== Brief ==
Return each line of the listing that contains the string "setLineDash".

== Extracted entries ==
-- Opening Marker --
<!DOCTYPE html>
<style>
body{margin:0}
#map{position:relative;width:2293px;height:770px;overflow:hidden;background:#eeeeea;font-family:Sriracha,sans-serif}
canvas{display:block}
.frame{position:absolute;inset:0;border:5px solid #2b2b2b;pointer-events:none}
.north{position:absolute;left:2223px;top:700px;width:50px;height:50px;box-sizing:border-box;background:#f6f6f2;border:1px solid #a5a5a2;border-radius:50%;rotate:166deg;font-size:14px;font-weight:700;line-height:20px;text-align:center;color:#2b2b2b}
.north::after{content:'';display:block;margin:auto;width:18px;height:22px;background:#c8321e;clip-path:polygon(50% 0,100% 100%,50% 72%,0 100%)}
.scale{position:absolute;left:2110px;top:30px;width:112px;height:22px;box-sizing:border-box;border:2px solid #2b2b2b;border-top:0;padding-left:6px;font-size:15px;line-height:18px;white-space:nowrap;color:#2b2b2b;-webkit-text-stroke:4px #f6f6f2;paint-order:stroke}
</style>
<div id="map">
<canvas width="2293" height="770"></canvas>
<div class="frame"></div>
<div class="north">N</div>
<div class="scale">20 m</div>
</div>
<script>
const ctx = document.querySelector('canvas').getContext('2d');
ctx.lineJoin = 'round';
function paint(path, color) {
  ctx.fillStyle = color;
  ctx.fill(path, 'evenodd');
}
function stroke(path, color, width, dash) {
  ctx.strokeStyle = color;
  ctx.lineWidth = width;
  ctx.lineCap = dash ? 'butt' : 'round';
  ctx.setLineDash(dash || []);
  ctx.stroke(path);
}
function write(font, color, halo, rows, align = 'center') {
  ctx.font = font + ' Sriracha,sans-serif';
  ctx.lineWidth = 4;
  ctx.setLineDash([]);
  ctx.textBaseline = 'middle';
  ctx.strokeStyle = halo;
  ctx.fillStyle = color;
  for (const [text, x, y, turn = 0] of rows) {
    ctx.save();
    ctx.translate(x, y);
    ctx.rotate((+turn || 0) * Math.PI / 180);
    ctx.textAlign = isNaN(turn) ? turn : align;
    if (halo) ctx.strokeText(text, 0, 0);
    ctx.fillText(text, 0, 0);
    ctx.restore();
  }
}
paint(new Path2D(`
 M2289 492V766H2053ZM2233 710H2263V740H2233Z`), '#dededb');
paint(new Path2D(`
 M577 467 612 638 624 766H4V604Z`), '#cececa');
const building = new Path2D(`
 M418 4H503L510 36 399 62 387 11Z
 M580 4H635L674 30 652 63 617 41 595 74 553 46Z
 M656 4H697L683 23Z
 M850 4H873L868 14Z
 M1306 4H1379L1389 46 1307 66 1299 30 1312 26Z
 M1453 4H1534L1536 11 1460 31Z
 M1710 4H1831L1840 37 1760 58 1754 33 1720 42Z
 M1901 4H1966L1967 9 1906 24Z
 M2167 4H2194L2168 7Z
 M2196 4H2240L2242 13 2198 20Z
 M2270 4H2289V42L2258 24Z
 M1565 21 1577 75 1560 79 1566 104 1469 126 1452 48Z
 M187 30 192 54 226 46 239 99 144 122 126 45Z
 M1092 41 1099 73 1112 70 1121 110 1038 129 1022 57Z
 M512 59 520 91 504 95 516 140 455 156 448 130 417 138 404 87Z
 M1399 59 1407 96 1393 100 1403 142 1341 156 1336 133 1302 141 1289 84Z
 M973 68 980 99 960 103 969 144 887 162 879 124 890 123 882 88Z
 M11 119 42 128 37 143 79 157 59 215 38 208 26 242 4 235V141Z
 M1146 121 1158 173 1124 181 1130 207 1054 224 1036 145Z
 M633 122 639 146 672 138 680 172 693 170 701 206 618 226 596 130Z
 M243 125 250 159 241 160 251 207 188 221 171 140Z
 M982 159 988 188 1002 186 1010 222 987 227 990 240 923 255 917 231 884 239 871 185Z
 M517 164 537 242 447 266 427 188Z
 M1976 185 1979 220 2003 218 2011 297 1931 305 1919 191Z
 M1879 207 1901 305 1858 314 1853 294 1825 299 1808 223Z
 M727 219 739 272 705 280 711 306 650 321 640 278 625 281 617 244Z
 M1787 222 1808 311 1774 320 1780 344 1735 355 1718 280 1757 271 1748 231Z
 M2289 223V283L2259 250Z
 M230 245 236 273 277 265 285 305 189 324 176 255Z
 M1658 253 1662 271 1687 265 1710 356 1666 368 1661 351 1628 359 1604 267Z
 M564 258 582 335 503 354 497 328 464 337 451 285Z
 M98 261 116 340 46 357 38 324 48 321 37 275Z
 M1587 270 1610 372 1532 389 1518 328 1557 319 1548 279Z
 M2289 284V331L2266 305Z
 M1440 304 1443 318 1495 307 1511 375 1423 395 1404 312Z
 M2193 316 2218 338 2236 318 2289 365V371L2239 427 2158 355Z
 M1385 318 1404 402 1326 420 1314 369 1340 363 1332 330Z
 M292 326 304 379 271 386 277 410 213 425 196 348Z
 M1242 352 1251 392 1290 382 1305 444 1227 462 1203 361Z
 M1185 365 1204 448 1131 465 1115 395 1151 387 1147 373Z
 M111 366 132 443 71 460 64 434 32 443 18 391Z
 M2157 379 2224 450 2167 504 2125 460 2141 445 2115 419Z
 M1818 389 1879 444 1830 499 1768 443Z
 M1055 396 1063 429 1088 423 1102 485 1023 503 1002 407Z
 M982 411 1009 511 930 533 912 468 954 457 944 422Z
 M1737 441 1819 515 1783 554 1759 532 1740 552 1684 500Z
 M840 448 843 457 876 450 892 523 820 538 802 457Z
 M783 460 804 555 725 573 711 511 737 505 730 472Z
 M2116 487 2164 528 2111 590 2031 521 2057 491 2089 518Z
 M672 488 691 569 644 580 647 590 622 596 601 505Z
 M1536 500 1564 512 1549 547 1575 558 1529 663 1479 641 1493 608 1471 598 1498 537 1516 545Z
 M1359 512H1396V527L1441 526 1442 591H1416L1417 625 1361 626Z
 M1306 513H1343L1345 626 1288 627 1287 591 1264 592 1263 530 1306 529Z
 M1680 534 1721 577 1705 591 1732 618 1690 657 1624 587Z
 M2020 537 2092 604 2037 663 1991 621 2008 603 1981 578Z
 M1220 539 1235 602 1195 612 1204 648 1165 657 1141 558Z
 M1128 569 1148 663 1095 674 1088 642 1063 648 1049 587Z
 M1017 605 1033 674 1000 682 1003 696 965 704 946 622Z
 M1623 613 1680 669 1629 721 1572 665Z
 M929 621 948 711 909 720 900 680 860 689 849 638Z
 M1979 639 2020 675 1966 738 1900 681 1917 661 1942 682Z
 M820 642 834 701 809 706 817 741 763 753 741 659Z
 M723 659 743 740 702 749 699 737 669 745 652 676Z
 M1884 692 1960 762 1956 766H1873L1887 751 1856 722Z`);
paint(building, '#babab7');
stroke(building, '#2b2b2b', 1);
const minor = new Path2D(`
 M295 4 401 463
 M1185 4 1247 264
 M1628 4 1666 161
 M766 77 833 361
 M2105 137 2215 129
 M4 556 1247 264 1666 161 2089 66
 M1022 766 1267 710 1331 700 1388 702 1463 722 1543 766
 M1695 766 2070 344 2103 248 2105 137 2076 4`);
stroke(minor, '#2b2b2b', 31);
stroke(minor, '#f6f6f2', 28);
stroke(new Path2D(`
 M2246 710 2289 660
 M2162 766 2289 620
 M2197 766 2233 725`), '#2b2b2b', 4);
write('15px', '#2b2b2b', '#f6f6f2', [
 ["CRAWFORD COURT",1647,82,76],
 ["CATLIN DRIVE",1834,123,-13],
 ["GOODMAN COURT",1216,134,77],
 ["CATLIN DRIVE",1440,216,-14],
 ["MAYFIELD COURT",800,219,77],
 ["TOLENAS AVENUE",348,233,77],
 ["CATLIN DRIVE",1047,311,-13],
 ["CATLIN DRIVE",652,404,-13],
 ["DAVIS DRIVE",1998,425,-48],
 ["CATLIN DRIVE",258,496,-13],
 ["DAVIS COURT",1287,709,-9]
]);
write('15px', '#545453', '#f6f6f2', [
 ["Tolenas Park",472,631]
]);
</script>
-- Closing Marker --
== Finished exercise ==
  ctx.setLineDash(dash || []);
  ctx.setLineDash([]);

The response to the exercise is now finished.